- [Work item] Look through the material below for "controls". Copy every line that contains it.
START Material provided
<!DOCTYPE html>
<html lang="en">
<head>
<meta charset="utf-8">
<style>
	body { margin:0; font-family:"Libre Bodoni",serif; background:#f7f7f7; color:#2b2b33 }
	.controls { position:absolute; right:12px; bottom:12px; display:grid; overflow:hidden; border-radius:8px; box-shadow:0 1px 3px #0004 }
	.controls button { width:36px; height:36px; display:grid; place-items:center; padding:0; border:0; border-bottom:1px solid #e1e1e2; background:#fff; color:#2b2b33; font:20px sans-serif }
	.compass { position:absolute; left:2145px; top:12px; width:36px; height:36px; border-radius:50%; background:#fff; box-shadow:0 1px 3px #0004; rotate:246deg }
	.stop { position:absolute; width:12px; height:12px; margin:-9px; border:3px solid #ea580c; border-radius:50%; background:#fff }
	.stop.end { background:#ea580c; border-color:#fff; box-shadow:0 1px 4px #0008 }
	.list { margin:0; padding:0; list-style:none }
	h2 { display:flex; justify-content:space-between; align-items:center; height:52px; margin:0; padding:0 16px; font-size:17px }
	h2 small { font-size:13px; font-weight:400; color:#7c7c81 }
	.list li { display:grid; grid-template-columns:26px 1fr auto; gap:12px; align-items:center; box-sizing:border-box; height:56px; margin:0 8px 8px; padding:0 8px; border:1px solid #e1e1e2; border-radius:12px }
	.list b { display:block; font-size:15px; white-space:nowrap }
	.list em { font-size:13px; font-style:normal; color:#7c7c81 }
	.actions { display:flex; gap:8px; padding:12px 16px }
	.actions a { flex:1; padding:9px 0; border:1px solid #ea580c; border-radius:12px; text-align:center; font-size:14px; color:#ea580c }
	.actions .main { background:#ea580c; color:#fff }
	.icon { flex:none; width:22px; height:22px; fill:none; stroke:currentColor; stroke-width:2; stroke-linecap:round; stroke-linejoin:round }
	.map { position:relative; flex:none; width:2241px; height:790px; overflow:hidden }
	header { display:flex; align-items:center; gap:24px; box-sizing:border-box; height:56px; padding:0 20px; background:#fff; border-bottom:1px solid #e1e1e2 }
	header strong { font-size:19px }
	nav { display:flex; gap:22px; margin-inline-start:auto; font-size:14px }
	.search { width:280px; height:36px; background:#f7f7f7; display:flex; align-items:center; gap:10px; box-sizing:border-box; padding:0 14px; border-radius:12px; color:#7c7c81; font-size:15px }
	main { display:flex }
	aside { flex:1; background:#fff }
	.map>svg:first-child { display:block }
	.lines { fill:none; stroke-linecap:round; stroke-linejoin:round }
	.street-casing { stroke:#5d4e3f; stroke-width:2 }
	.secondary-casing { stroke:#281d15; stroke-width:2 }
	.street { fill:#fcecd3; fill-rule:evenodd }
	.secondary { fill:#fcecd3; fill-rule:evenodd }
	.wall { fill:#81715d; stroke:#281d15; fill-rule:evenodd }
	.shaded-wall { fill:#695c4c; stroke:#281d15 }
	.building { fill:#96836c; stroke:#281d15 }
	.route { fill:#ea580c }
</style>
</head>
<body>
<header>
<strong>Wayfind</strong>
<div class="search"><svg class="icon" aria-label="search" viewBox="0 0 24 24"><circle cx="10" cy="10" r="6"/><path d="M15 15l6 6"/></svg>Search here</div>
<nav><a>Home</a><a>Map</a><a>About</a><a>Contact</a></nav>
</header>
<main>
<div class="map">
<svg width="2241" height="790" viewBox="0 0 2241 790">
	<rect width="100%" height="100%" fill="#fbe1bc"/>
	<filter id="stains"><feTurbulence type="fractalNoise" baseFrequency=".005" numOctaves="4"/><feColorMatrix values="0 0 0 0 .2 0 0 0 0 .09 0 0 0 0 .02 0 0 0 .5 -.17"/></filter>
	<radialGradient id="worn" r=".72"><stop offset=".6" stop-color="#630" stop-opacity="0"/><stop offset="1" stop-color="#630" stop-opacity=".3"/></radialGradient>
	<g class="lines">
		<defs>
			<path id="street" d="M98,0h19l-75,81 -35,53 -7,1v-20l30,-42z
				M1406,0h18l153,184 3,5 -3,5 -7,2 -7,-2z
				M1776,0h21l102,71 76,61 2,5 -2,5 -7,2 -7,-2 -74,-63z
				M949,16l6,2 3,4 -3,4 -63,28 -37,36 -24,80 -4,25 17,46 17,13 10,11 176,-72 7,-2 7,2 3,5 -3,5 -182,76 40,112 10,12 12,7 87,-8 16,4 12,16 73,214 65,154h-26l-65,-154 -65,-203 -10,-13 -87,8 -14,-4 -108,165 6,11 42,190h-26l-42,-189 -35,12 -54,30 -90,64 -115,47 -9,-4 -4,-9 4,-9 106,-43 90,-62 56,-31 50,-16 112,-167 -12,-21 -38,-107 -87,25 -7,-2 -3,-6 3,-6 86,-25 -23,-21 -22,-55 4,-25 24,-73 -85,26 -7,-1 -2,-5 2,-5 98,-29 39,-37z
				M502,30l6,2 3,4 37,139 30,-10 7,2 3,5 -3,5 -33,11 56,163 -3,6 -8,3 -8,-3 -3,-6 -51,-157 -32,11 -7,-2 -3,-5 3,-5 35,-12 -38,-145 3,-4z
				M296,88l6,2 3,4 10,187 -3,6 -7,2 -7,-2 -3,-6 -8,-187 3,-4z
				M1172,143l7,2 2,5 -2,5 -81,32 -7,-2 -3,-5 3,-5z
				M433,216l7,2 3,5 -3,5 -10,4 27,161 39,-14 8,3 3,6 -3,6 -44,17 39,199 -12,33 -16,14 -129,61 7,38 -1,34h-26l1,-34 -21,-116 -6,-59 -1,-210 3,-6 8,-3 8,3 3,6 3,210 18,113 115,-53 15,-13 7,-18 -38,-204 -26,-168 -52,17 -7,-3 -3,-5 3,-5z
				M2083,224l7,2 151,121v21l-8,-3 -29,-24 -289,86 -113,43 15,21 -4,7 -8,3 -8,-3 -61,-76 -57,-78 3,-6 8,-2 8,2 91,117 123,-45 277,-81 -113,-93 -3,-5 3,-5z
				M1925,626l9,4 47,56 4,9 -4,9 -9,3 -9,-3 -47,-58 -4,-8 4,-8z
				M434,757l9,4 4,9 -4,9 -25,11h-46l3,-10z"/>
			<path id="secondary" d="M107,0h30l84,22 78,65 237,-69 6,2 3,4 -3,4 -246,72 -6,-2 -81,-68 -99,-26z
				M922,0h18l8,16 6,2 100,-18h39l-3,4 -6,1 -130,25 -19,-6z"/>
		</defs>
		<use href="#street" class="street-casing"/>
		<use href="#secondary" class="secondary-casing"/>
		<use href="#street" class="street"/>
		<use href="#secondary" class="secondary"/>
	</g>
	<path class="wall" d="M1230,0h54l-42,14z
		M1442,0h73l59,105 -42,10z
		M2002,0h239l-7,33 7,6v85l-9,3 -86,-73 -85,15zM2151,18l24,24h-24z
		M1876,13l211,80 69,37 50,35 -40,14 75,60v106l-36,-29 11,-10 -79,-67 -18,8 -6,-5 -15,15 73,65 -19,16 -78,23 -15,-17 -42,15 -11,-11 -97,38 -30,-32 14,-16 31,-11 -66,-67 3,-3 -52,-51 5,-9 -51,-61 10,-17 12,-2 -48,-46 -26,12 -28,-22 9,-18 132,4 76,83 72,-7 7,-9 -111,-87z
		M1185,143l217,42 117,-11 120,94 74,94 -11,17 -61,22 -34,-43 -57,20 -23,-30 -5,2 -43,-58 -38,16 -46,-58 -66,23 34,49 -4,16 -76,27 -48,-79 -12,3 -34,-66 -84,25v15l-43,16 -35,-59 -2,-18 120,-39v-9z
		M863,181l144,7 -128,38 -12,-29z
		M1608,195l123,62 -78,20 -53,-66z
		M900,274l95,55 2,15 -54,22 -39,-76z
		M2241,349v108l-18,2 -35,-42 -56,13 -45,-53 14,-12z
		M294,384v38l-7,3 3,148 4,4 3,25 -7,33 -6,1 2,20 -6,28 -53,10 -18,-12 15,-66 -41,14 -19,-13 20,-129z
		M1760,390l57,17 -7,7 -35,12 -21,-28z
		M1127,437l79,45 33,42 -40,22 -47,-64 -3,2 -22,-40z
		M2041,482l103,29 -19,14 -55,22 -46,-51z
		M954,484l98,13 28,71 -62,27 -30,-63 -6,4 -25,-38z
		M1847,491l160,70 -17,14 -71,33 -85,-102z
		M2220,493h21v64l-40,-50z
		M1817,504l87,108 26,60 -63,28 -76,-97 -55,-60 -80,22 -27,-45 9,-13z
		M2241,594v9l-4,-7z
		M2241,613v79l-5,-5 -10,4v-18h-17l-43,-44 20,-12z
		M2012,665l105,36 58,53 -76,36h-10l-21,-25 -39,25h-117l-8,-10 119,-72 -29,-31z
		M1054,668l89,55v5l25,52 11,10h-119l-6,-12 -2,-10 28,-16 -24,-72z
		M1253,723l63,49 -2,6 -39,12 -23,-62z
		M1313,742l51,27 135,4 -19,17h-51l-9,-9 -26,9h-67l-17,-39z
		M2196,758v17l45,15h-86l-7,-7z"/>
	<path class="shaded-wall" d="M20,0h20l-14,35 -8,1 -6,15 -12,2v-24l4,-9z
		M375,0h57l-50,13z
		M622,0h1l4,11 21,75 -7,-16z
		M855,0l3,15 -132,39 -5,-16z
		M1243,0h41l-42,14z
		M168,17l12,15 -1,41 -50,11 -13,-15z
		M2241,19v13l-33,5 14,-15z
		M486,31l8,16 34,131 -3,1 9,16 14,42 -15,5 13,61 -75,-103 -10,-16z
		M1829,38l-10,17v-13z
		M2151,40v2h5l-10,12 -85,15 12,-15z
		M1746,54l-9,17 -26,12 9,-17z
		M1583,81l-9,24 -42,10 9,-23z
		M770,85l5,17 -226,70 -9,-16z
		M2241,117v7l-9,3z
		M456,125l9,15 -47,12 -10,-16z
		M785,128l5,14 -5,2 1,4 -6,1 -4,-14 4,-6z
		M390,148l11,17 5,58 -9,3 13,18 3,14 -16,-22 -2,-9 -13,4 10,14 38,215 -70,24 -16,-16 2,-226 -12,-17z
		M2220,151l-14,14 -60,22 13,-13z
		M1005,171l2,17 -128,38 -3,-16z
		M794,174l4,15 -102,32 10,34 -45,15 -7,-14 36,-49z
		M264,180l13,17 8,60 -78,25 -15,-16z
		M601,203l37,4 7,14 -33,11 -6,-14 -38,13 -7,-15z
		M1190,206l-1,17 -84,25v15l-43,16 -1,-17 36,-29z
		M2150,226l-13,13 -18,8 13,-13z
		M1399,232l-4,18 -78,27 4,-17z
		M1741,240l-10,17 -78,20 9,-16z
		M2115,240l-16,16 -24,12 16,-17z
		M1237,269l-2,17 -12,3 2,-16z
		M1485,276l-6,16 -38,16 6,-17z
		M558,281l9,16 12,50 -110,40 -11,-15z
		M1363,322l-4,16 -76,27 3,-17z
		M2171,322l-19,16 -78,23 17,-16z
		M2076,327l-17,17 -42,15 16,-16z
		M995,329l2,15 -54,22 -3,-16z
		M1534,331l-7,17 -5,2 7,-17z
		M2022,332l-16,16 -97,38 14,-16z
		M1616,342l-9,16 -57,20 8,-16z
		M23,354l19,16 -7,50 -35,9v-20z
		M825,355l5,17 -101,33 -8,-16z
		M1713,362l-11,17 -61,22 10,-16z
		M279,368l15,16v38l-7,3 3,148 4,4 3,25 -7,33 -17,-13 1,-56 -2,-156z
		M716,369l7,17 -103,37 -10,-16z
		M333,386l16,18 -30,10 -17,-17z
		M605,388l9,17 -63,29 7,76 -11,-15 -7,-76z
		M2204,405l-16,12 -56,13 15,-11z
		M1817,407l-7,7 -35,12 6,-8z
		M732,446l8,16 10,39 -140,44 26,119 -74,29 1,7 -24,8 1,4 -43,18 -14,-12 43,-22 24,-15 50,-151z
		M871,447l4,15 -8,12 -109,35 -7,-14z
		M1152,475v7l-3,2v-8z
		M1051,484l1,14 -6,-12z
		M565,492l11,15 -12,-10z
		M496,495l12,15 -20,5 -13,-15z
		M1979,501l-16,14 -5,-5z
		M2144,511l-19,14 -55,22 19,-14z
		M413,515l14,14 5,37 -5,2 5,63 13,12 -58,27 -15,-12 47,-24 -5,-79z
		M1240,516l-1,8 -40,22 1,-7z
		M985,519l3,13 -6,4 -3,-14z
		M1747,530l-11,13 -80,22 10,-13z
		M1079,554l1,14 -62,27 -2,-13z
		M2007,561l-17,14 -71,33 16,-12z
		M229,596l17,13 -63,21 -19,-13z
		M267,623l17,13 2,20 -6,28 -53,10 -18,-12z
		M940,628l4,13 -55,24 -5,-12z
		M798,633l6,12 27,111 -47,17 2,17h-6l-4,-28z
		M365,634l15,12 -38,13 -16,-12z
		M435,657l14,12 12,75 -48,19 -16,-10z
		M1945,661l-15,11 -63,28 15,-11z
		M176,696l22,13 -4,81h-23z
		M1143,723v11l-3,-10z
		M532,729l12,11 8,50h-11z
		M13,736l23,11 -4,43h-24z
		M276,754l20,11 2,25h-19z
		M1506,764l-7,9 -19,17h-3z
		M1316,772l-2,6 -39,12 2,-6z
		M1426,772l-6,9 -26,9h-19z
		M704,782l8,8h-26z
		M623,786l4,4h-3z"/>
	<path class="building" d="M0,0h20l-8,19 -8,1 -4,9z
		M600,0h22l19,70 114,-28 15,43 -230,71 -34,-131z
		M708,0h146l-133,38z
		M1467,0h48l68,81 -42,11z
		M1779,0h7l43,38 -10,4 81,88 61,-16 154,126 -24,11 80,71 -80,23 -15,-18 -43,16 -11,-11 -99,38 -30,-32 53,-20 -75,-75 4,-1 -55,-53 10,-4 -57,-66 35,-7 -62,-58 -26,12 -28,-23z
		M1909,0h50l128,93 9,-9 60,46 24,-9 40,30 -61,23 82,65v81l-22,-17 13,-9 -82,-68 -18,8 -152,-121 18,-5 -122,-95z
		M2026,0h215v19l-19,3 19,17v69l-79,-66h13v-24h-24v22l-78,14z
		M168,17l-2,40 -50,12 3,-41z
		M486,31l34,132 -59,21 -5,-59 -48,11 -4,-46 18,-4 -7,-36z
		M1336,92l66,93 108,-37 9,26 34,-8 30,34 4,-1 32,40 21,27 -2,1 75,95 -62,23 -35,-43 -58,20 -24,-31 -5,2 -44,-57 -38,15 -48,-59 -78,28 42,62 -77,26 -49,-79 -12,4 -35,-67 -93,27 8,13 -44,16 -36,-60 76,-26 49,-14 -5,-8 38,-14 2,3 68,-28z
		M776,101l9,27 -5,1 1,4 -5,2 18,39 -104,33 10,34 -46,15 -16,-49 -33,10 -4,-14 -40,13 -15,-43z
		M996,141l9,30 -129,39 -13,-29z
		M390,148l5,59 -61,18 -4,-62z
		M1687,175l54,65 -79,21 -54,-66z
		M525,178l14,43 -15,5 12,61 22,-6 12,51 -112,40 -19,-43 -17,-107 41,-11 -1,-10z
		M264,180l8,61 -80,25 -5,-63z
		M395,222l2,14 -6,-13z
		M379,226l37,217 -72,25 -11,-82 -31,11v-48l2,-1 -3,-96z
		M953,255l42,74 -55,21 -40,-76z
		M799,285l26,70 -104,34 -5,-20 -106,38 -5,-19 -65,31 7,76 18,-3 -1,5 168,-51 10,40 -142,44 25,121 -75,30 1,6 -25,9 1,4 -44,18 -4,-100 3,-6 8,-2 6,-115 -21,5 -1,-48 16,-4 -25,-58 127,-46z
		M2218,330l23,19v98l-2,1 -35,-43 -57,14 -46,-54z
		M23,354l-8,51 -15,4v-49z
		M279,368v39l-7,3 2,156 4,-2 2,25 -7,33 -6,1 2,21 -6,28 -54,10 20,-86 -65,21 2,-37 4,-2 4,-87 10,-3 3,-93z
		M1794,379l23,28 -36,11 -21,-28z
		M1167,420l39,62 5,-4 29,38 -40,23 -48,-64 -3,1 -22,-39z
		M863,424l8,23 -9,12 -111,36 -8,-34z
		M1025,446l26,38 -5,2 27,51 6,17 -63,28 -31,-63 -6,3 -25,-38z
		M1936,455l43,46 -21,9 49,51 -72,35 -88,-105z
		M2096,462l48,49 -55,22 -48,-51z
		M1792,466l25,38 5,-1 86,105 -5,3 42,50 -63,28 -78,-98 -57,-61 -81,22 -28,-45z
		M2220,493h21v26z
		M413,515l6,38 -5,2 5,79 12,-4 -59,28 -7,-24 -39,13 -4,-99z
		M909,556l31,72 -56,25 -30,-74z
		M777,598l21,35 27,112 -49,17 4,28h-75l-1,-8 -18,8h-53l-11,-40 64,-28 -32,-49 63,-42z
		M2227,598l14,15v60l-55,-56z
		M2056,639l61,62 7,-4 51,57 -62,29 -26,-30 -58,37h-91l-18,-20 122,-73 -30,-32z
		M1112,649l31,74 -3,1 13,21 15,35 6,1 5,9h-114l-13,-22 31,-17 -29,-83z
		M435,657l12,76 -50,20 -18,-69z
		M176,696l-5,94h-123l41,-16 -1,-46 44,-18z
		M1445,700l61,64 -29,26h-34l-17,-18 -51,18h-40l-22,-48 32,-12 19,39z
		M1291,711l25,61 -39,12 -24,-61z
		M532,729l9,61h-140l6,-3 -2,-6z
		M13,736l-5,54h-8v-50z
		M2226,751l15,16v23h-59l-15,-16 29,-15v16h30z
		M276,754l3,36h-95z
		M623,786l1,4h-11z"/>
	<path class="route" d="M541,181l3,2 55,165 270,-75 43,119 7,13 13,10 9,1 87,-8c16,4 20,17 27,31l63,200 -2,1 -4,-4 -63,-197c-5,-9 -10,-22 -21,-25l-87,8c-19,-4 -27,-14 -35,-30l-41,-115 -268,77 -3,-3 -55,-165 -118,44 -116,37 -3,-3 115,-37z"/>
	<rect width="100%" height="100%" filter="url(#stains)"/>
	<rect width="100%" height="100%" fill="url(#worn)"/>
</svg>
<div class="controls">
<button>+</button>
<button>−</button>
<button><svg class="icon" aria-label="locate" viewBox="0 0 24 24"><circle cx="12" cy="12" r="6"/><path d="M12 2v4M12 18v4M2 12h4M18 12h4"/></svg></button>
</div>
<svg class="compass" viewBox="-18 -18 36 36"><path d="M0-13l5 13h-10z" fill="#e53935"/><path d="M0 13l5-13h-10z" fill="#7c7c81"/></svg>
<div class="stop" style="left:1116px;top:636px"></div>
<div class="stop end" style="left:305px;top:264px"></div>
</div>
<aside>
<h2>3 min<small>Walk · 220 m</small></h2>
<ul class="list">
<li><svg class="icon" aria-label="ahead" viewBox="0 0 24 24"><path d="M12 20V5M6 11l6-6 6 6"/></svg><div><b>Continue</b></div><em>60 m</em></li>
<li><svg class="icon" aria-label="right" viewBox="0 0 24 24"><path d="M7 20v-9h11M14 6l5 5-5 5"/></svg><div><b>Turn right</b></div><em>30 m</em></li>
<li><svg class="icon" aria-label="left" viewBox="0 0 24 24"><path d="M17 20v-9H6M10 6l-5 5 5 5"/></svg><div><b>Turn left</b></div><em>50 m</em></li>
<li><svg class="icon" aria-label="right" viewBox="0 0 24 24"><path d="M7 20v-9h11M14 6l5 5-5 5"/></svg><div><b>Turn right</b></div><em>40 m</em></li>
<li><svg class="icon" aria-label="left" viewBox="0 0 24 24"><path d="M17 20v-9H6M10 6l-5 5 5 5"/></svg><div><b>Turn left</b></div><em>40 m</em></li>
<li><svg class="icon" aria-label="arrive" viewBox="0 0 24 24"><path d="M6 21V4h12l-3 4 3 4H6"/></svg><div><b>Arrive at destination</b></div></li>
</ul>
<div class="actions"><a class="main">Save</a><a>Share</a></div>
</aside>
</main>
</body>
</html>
END Material provided
- [Written response]
	.controls { position:absolute; right:12px; bottom:12px; display:grid; overflow:hidden; border-radius:8px; box-shadow:0 1px 3px #0004 }
	.controls button { width:36px; height:36px; display:grid; place-items:center; padding:0; border:0; border-bottom:1px solid #e1e1e2; background:#fff; color:#2b2b33; font:20px sans-serif }
<div class="controls">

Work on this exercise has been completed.